It is advantageous for at least the pre-machined region to be very
easily accessible, since the spraying device can then individually
cover the region to be coated. The coating may be applied in such a
manner that the base member preferably rotates. It is possible to
cause the brake disc to rotate at 60 to 120 rpm. The enamel coating
can be sprayed by atomization under a pressure of for example 2 to
4 bar. The enamel coating may accordingly be applied to the desired
material thickness within a very short time of for example 20
seconds, wherein the delivery rate of the enamel slip is
controllable within tight limits by automatic monitoring of
parameters, for example by means of computer-controlled spraying
robots, in order to be able to produce the respective enamel
coating with in each case slight fluctuations in thickness. A
single-stage enamel coating operation may be selected in the method
according to the invention. In this respect, it is possible to
dispense with separate application of base enamel and top coat
enamel, since only single-stage application is preferred. It is
also possible initially to apply a thinner slip layer and to dry
it, wherein said operation may be carried out repeatedly in order
to apply the desired layer thickness. A rotating spraying device
with a stationary disc brake to be coated is also possible. In this
respect, merely the region of the friction surfaces may be provided
with the enamel coating. This may be the case not only with
unventilated but also with ventilated brake discs. In a further
possible development, the base member may be coated in a dip bath,
wherein an aqueous solution (enamel slip) is likewise provided. In
this case too, merely the brake ring, i.e. merely the friction
surfaces, may be coated. The base member is here not completely
immersed in the dip bath, but instead merely sufficiently deep for
the brake ring to be immersed in places. The entire brake ring is
coated in this manner by rotating the brake disc. A ventilated
brake disc is in particular expediently provided with the enamel
coating by means of the dip bath, since the wet enamel coating can
also pass completely into the interspace between the two outer
discs, such that the inner surfaces on the opposite side to the
friction surfaces may be coated, wherein the ribs may of course
likewise be coated. Coating the interspace leads to the convenient
result of complete corrosion protection, whereby the service life
of the brake disc is clearly extended, wherein the additional wear
protection on the friction surfaces of course likewise contributes
to the extension in service life due to the enamel coating located
there.
[0043] Instead of coating only in places, in which only the brake
ring, i.e. the friction surfaces, is/are coated, the base member
may also be completely coated. In this case, the brake disc is then
completely protected against corrosion. It is conveniently then
provided that the base member is also completely pre-machined.

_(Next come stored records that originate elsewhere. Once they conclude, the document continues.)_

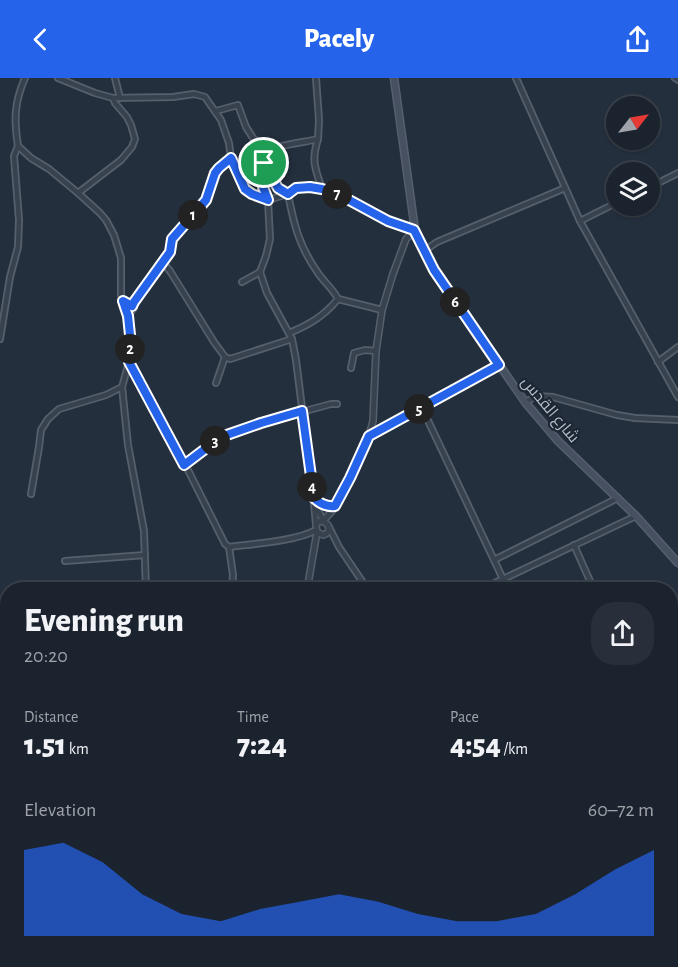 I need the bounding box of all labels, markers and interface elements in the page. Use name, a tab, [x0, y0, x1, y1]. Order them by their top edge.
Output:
icon: back	[24, 23, 57, 56]
icon: share	[621, 23, 654, 56]
text: Pacely	[304, 25, 374, 52]
north arrow	[606, 96, 660, 150]
map controls	[606, 96, 660, 216]
pin	[238, 137, 289, 188]
icon: arrive	[247, 146, 280, 179]
button: layers	[606, 162, 660, 216]
pin: 7	[322, 179, 352, 209]
text: 7	[334, 186, 340, 202]
pin: 1	[178, 200, 208, 230]
text: 1	[190, 207, 196, 223]
pin: 6	[440, 287, 470, 317]
text: 6	[451, 294, 459, 310]
pin: 2	[115, 334, 145, 364]
text: 2	[126, 341, 134, 357]
street label: شارع القدس	[516, 373, 583, 448]
pin: 5	[404, 394, 434, 424]
text: 5	[416, 401, 422, 417]
pin: 3	[200, 426, 230, 456]
text: 3	[212, 433, 218, 449]
pin: 4	[297, 472, 327, 502]
text: 4	[308, 479, 316, 495]
button: share	[591, 602, 654, 665]
text: Evening run	[24, 605, 184, 638]
text: 20:20	[24, 646, 68, 666]
text: Distance	[24, 709, 78, 725]
text: Time	[237, 709, 269, 725]
text: Pace	[450, 709, 479, 725]
text: 1.51	[24, 730, 66, 760]
text: 7:24	[237, 730, 287, 760]
text: 4:54	[450, 730, 501, 760]
text: km	[66, 741, 89, 757]
text: /km	[501, 741, 528, 757]
text: Elevation	[24, 800, 96, 820]
text: 60–72 m	[588, 800, 654, 820]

Pre-machining in the interspace between the two outer discs may be
provided, if it can be expediently carried out.
[0044] Enamel coating may again be provided by means of a spraying
device or in a dip bath. The brake disc is completely immersed in
the dip bath if the brake disc is to be completely coated. Rotation
thereof is not necessary, but may be desirable. If the enamel
coating is applied by means of the spraying device, enamel coatings
which differ at least with regard to their perceived color may be
applied. The protrusion, i.e. the disc boss, could for example also
be made brightly luminous in low light. This is expedient because
the protrusion itself is not exposed to any friction forces like
the friction surfaces are. The friction surfaces could of course
nevertheless also be provided with a specific perceived color if it
were ensured that the perceived color remained unchanged after
attack by the brake linings, i.e. after wear on the respective
friction surfaces.
[0045] If the brake disc is coated at least in places, it is
post-treated in a further step. It is advantageously provided to
this end that the enamel coating is firstly dried after
application, wherein a baking treatment is then provided. The
enamel coating is dried by introducing the brake disc into a drying
device, wherein the enamel-coated brake disc is dried at around 60
to 80.degree. C., also at around 80 to 120.degree. C., for a
duration of 5 to 30 min. In one possible development of the method,
the drying operation is carried out in a circulating air oven. For
the subsequent heat treatment, the enamel-coated brake disc is
baked, i.e. fused, in a tunnel oven at around 550.degree. C., for
example in a tunnel oven. In this way, the enamel coating can bond
metallurgically with the base material of the base member. The bond
between the enamel coating and the aluminum surface is created by
the formation of interlocking regions which for example arise from
the dissolution of Al.sub.2O.sub.3 at the reaction boundary between
the aluminum and the enamel coating. Si.sup.4+ here diffuses into
the aluminum surface, where it is reduced to Si. Moreover, alkaline
attack of the aluminum surface by the alkalis in the enamel slip
also promotes adhesion. This stoving operation results in the
formation of a dense, continuous oxide layer which is highly
resistant to the corrosive attack of rainwater and in particular
also of salt water. In this respect, the first function of the
enamel coating as an anti-corrosion coating is achieved.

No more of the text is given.